REQUIRED ACTION — Nothing goes in the answer except the line that contains "Convert the image" and the lines after it to the end of the material below, unchanged.

****

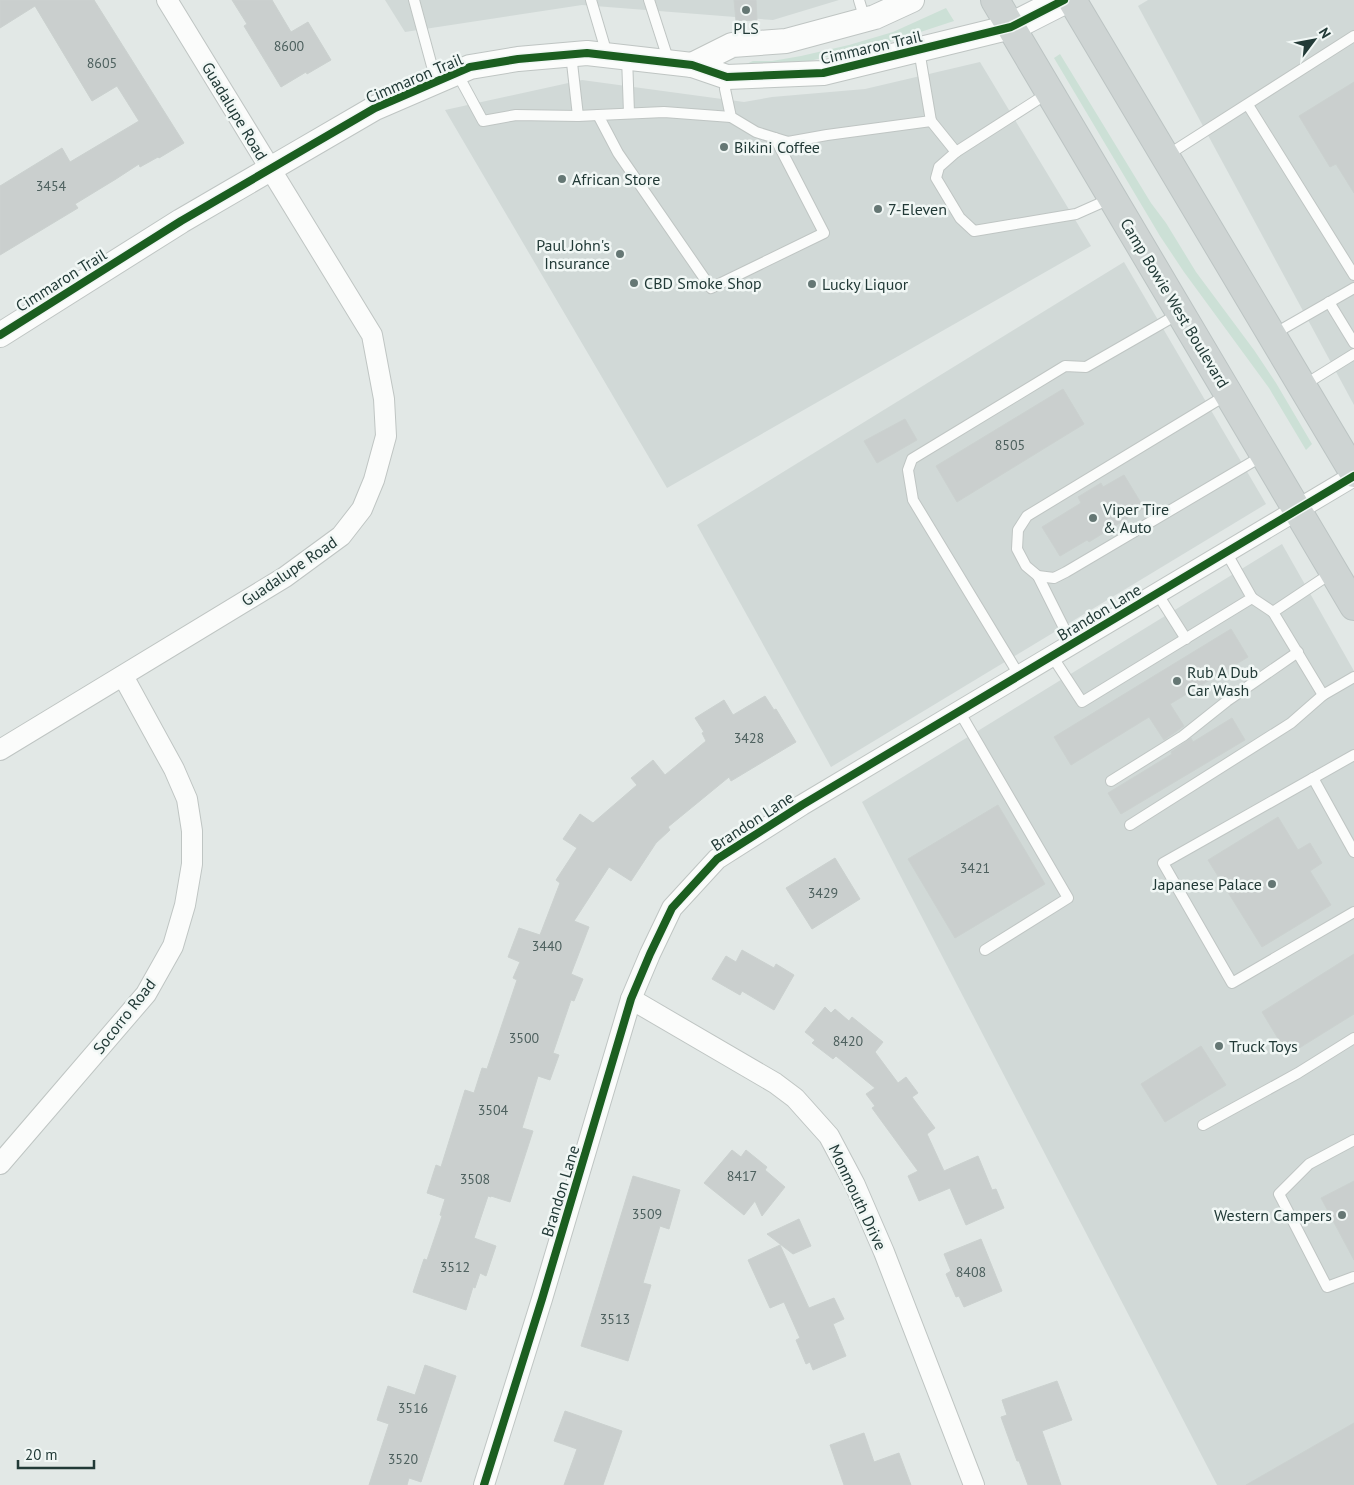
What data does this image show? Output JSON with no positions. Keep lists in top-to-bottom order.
{
  "streets": {
    "main road": ["Camp Bowie West Boulevard"],
    "street": [
      "Cimmaron Trail",
      "Guadalupe Road",
      "Brandon Lane",
      "Socorro Road",
      "Monmouth Drive"
    ]
  },
  "crossings": [
    ["Cimmaron Trail", "Guadalupe Road"],
    ["Cimmaron Trail", "Camp Bowie West Boulevard"],
    ["Guadalupe Road", "Socorro Road"],
    ["Camp Bowie West Boulevard", "Brandon Lane"],
    ["Brandon Lane", "Monmouth Drive"]
  ],
  "places": [
    "PLS",
    "Bikini Coffee",
    "African Store",
    "7-Eleven",
    "Paul John's Insurance",
    "CBD Smoke Shop",
    "Lucky Liquor",
    "Viper Tire & Auto",
    "Rub A Dub Car Wash",
    "Japanese Palace",
    "Truck Toys",
    "Western Campers"
  ],
  "house_numbers": [
    "8600",
    "8605",
    "3454",
    "8505",
    "3428",
    "3421",
    "3429",
    "3440",
    "3500",
    "8420",
    "3504",
    "8417",
    "3508",
    "3509",
    "3512",
    "8408",
    "3513",
    "3516",
    "3520"
  ],
  "scale_bar": "20 m",
  "north": "top right"
}
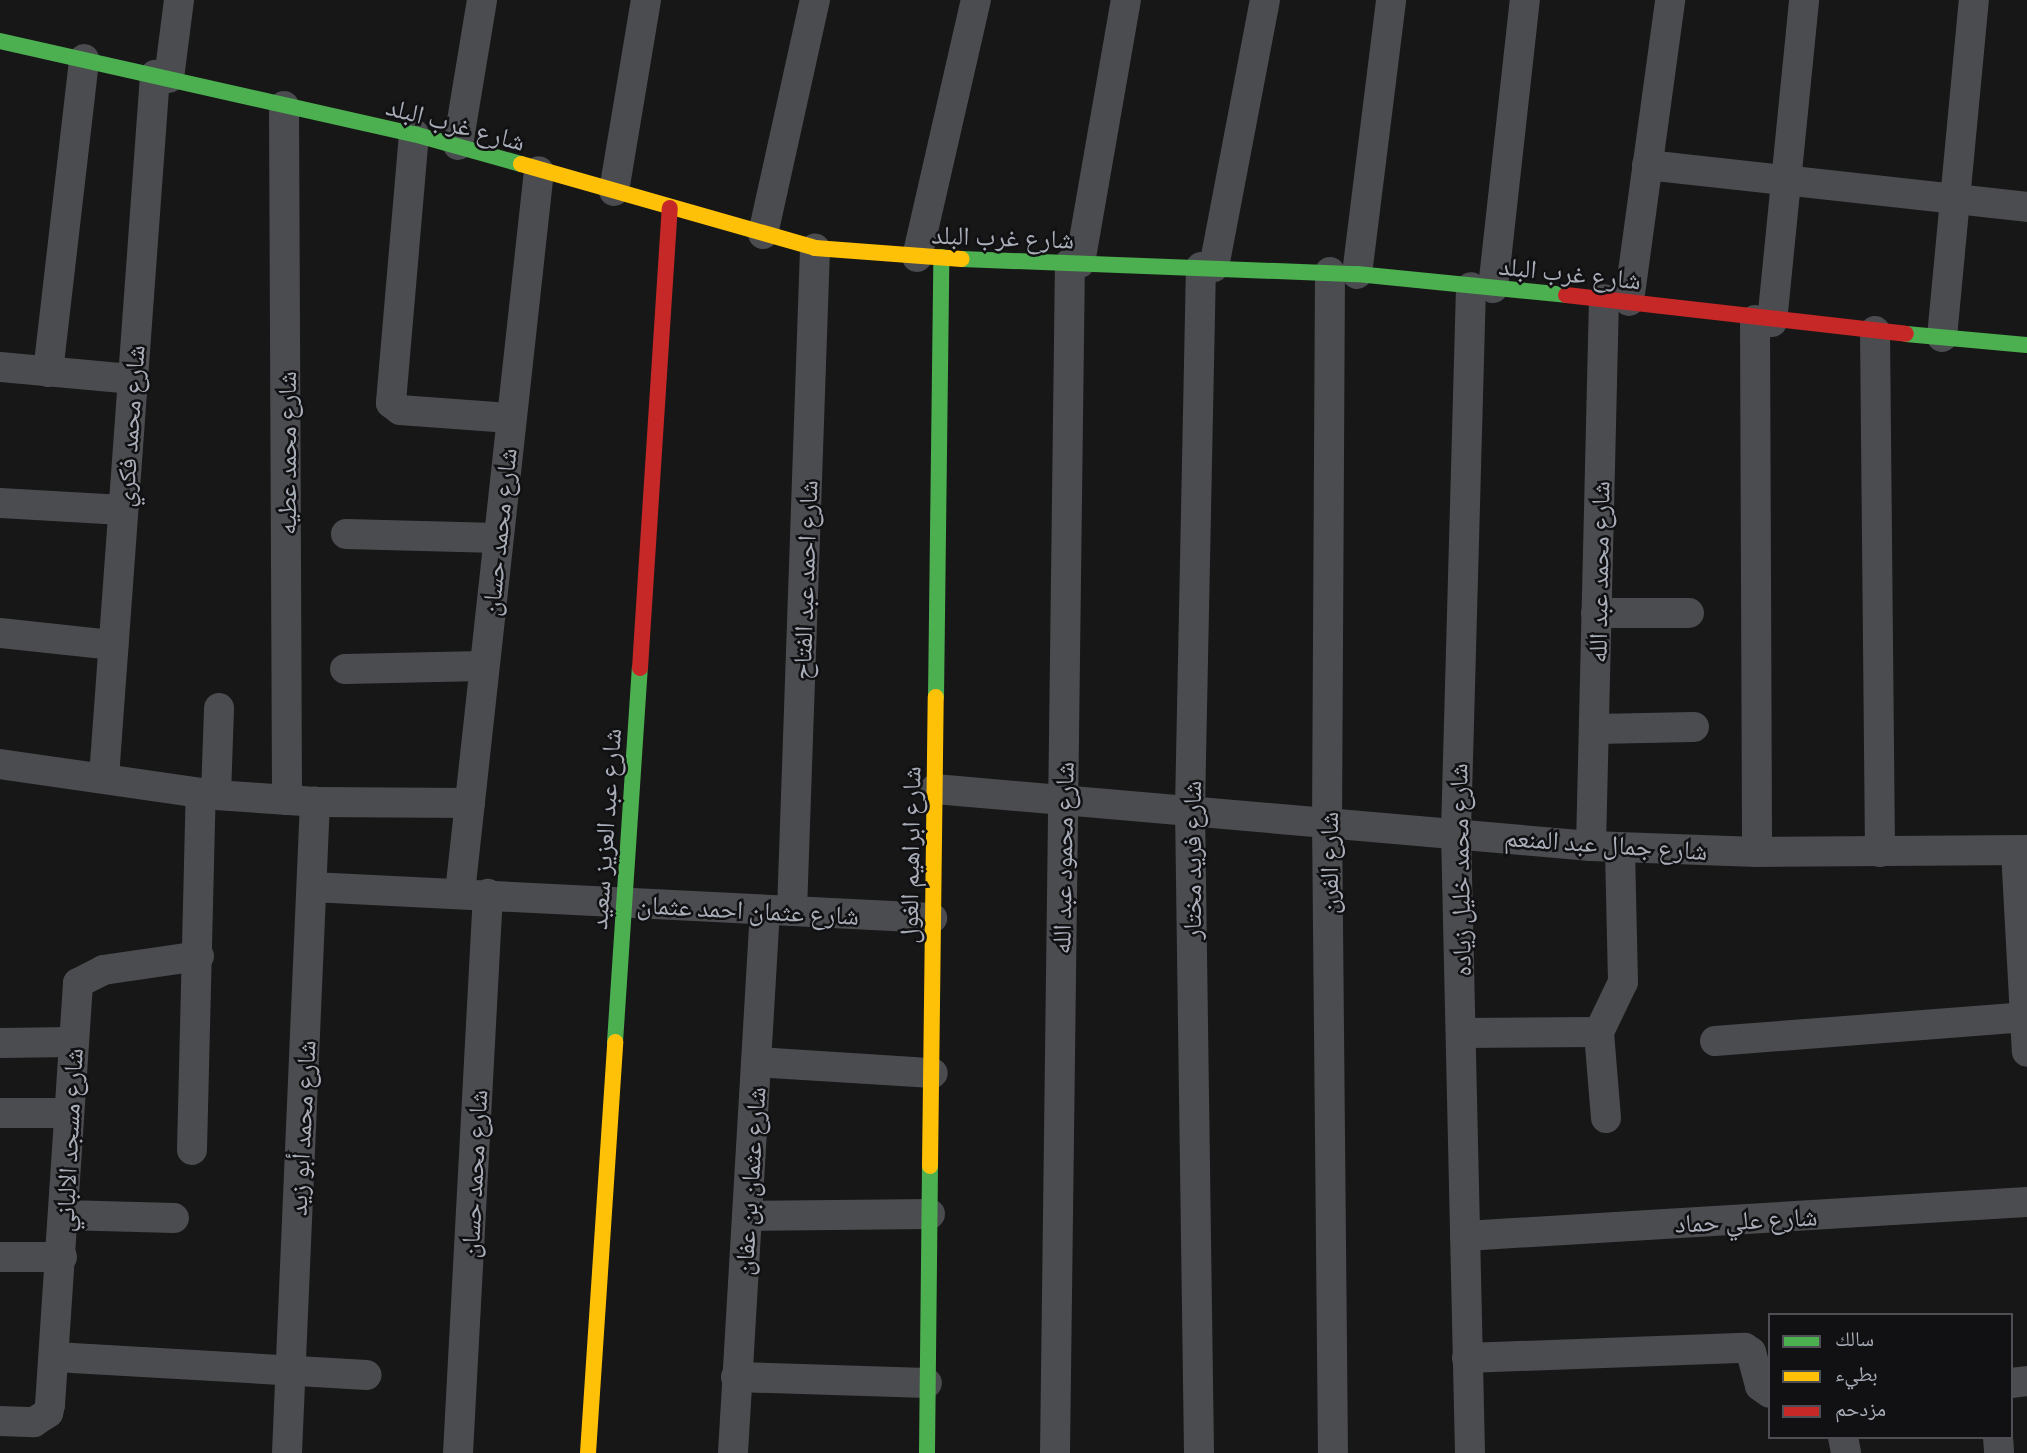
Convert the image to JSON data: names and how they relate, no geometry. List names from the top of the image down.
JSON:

****

EXPECTED OUTPUT —
Convert the image to JSON data: names and how they relate, no geometry. List names from the top of the image down.
JSON:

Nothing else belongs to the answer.